One More - Music of Thad Jones

Perhaps the word "perfection" is seen too often in music reviews. Nevertheless, One More - Music Of Thad Jones deserves that honor. There isn't a mediocre track anywhere. Seasoned fans know and love these compositions and novices won't find a better introduction to an unforgettable jazz composer. One More - Music Of Thad Jones just never stops swinging.


Aa session that can be an introduction for someone who wants to get into the essence of jazz - and will delight those who already know and can't get enough of it.

-- JazzTimes (Nat Hentoff's "Final Chorus")

The music on this CD has no cacophony, no torrent of notes going nowhere.. Everything meshes like the innards of a fine Rolex chronograph. I am satisfied that jazz as we know it and love it is alive and not only well, but strutting along main street in its Sunday best. It can get no better, unless we have a second coming of our mates in Bop heaven. There are not enough stars in the heavens to rate this album.

-- California Coast Jazz

This is as true and honest a tribute as you'll find, partly because of the presence of ex-Jones-Lewis Orchestra members and others of their generation and partly because of the Jones-like essence of the arrangements.
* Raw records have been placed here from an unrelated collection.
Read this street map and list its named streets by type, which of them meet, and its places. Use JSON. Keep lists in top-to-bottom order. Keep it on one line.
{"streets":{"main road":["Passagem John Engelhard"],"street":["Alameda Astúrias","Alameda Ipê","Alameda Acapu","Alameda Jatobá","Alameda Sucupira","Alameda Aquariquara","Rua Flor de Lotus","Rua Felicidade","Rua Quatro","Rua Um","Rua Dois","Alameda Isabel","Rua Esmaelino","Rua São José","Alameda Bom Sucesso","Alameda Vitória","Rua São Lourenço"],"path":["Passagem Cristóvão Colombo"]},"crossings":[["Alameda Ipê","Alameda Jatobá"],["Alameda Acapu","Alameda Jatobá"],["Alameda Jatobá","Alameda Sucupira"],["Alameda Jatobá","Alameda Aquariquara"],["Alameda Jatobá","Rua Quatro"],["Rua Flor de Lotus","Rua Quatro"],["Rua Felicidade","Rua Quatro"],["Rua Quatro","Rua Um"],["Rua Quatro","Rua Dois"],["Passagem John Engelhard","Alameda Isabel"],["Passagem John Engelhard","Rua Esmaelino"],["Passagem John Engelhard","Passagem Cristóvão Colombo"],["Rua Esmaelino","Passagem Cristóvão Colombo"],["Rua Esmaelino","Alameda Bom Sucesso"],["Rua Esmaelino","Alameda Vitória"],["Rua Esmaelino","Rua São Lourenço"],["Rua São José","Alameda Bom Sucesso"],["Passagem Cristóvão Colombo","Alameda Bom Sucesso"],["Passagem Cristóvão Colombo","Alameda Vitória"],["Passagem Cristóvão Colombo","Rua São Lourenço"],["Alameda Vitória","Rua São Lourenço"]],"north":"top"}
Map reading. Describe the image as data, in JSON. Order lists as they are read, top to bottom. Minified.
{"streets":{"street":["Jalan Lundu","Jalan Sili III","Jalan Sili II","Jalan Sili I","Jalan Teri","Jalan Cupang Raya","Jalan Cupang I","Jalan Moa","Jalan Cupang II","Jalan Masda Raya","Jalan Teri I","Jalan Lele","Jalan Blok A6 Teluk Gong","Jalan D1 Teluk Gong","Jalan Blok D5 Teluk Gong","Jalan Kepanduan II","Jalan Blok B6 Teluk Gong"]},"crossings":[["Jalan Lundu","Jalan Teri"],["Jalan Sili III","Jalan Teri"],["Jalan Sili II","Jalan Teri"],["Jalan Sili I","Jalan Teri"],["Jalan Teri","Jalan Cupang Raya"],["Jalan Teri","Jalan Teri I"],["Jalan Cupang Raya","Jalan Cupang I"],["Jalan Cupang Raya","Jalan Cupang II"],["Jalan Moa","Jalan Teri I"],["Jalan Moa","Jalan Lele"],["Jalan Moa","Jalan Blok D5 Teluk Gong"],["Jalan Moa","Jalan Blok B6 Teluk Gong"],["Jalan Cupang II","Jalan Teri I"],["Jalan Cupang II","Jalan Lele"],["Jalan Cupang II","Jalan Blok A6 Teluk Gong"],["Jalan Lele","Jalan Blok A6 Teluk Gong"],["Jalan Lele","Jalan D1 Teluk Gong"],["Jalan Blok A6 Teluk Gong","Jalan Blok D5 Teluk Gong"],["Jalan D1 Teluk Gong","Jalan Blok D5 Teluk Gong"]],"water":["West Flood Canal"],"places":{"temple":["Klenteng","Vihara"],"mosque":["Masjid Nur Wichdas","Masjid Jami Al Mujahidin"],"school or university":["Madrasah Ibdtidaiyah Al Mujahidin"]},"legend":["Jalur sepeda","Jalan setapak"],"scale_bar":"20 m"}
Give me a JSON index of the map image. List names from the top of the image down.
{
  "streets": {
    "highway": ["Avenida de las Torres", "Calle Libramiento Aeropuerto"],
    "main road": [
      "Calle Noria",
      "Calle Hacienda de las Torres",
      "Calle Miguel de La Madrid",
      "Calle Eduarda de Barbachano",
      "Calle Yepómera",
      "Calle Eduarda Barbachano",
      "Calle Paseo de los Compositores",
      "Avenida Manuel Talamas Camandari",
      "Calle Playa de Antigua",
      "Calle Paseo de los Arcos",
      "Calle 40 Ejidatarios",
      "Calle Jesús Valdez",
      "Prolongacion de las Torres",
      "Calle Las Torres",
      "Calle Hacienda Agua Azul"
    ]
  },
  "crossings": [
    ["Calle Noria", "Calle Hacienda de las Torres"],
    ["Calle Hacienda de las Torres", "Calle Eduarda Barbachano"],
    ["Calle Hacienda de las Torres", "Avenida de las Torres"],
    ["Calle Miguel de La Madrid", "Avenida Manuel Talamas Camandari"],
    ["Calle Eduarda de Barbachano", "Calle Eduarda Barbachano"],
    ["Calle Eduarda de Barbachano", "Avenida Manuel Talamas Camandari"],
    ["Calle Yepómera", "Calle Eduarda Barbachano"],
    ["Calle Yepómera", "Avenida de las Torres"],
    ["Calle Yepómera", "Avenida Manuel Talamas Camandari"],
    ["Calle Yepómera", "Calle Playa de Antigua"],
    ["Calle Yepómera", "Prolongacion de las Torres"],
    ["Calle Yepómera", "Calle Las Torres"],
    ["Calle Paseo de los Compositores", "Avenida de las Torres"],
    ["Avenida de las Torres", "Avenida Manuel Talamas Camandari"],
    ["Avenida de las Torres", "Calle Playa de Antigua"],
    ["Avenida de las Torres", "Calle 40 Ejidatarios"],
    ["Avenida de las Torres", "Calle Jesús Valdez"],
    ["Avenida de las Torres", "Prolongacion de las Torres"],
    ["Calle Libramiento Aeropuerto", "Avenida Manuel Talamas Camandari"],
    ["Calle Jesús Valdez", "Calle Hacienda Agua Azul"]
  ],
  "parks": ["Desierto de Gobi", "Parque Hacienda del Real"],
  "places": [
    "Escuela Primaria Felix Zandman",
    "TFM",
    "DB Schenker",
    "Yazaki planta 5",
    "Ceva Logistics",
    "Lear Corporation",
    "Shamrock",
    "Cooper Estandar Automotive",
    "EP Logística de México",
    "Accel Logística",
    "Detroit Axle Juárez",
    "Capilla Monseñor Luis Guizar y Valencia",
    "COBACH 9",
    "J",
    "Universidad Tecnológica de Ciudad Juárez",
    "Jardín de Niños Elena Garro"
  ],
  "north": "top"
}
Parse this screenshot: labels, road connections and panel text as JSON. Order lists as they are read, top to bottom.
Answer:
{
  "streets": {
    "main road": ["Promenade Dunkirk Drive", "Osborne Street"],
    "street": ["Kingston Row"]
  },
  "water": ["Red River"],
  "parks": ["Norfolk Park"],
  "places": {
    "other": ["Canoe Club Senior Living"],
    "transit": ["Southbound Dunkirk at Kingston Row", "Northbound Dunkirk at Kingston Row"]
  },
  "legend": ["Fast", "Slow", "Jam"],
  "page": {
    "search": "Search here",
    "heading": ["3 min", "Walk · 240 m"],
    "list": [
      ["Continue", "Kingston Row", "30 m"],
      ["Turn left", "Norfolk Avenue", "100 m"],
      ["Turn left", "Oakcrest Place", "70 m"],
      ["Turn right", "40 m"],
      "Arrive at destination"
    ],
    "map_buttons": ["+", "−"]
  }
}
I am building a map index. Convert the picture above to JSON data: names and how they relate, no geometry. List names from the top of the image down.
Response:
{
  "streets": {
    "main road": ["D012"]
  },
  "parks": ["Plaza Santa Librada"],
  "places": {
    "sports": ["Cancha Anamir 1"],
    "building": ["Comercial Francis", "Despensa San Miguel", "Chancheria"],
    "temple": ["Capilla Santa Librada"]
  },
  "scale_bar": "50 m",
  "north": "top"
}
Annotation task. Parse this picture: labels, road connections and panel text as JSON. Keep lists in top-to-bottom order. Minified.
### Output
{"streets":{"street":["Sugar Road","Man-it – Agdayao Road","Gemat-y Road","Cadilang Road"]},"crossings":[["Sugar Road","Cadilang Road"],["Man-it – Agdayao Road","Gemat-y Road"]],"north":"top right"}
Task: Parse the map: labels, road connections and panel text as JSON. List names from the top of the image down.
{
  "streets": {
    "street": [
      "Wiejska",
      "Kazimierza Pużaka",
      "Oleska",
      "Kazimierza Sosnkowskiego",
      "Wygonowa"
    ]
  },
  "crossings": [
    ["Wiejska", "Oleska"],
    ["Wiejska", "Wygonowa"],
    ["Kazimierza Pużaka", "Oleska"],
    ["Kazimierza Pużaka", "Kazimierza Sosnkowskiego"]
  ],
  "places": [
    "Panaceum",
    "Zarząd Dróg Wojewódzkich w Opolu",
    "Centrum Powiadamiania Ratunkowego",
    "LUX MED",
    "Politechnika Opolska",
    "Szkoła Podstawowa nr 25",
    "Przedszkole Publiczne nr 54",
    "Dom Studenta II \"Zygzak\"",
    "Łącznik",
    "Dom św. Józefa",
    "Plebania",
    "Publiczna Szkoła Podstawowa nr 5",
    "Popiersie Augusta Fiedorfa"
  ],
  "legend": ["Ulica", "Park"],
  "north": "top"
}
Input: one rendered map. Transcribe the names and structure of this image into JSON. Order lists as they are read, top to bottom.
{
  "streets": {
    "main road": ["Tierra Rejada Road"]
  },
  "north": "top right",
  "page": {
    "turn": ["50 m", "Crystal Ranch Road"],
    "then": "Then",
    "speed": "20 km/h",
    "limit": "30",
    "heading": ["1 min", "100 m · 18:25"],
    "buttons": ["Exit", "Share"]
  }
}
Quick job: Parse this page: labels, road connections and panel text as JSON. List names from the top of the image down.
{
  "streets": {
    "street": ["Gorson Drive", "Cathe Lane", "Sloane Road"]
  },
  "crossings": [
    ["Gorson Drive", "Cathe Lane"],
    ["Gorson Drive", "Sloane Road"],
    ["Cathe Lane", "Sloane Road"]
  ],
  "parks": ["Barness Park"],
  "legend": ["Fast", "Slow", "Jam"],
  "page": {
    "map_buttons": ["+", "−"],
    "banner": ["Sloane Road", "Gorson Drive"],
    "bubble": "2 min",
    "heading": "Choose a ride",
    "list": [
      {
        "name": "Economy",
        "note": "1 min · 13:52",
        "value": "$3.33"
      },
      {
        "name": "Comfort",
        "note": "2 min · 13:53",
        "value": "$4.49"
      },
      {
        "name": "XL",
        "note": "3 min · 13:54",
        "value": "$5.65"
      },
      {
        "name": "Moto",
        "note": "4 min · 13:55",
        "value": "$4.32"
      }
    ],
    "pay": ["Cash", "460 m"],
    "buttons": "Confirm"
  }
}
There's transcendent soul here -- may as well call it love -- as if Jones has returned for a visit.

-- The News & Observer


"One More - Music of Thad Jones" showcases the timeless compositions of Thad Jones, one of the most influential jazz composers of the second half of the 20th Century, a composer who, in the words of Charles Mingus, wrote with "a pencil guided by God."

The recording features legendary musicians who were associated with Thad and performed his music throughout his career, including his brother, Hank; James Moody, Benny Golson and Frank Wess, three of the greatest masters of the tenor saxophone, who performed in Thad's assorted small groups as far back as the early 1950s; Bob Brookmeyer, Jimmy Owens and Richard Davis, who along with Hank were charter members of the Thad Jones - Mel Lewis Jazz Orchestra; and Roland Hanna, Hank's successor in "The Band" and one of its most featured performers.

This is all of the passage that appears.